Suppose that $K_1(x,y)$ and $K_2(x,y)$ are valid kernels prove that $K_1(x,y)K_2(x,y)$ is a valid kernel.

214 Views Asked by At

Suppose that $K_1(x,y)$ and $K_2(x,y)$ are valid kernels meaning that the can be expressed in the form of \begin{align*} K_1(x,y) = \phi_1(x)^\top \phi_1(y) &= \sum_{i = 1}^n\phi_1(x)_i \phi_1(y)_i\\ K_2(x,y) = \phi_2(x)^\top \phi_2(y) \end{align*} (source: Wikipedia: Kernel Method, paragraph "the kernel trick")

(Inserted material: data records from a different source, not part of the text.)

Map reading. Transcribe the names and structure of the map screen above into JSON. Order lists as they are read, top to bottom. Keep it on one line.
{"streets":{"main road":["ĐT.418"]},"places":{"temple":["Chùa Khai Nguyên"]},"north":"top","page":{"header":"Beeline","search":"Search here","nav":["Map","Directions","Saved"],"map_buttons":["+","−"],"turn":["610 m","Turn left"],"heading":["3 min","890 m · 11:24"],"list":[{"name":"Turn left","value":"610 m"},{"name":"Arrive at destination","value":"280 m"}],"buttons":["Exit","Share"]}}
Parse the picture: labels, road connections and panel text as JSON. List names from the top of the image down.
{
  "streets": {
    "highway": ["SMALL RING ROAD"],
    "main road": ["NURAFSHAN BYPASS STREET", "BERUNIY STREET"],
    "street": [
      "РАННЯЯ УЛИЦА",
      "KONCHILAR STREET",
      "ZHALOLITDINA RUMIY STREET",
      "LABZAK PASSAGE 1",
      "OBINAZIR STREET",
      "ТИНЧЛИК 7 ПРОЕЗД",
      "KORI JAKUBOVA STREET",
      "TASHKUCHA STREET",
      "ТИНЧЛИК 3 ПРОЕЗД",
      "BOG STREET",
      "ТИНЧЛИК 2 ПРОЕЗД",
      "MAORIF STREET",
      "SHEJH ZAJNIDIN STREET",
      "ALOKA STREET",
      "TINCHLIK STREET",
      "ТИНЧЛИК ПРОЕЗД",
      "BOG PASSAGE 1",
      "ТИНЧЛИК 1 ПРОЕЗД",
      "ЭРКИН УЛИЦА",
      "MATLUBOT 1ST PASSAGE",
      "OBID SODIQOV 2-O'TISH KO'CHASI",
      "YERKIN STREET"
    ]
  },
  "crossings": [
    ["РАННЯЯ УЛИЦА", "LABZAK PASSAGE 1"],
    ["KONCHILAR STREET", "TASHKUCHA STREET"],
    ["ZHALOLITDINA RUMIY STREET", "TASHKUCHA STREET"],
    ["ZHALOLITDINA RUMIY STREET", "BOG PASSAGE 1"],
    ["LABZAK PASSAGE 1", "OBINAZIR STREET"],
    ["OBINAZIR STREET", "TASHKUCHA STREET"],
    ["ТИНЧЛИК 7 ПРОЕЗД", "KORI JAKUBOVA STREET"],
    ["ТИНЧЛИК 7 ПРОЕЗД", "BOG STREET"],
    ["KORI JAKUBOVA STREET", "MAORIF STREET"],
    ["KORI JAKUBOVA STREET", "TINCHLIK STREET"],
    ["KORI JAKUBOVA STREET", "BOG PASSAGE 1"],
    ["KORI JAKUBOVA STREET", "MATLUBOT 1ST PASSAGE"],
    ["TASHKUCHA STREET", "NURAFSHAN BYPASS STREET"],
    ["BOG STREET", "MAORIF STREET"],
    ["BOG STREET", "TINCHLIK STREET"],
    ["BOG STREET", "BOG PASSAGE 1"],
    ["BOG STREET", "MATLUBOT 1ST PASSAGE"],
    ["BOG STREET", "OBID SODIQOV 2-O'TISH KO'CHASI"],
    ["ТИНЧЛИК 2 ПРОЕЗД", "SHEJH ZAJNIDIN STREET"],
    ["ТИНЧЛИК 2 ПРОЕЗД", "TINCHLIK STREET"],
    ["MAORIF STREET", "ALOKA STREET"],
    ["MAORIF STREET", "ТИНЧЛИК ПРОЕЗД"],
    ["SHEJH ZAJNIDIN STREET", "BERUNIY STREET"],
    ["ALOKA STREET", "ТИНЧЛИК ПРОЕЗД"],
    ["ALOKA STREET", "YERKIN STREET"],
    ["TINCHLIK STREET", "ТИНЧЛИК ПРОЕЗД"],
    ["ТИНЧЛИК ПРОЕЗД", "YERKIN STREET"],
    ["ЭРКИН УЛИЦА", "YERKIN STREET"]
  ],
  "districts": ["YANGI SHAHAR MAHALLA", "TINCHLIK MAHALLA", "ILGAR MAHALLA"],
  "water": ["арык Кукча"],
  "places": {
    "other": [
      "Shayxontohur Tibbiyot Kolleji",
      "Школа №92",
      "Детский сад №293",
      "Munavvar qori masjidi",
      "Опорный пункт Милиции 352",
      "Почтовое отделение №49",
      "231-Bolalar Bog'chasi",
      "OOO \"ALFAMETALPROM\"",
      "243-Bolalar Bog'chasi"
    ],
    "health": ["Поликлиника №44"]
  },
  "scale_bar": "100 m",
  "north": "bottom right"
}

Prove that $K_1(x,y)K_2(x,y)$ is a valid kernel.

The following derivation is given: \begin{align*} K_1(x,y) = \phi_1(x)^\top \phi_1(y) &= \sum_{i = 1}^n\phi_1(x)_i \phi_1(y)_i\\ K_2(x,y) = \phi_2(x)^\top \phi_2(y) &= \sum_{j = 1}^m\phi_2(x)_j \phi_2(y)_j\\ K_1(x,y)K_2(x,y) &= \sum_{i = 1}^n\phi_1(x)_i \phi_1(y)_i\sum_{j = 1}^m\phi_2(x)_j \phi_2(y)_j\\ &= \sum_{i = 1}^n\sum_{j = 1}^m\big[\phi_1(x)_i \phi_1(y)_i\big]\big[\phi_2(x)_j \phi_2(y)_j\big]\\ &= \sum_{i = 1}^n\sum_{j = 1}^m\big[\phi_1(x)_i \phi_2(x)_j\big]\big[\phi_1(y)_i \phi_2(y)_j\big]\\ &= \sum_{k = 1}^{mn}\phi_{12}(x)_k \phi_{12}(y)_k\\ &= \phi_{12}(x)^\top \phi_{12}(y)\\ \end{align*}

Edit (This chunk is probably wrong but left as originally posted in order to be able to understand the comments... in case...)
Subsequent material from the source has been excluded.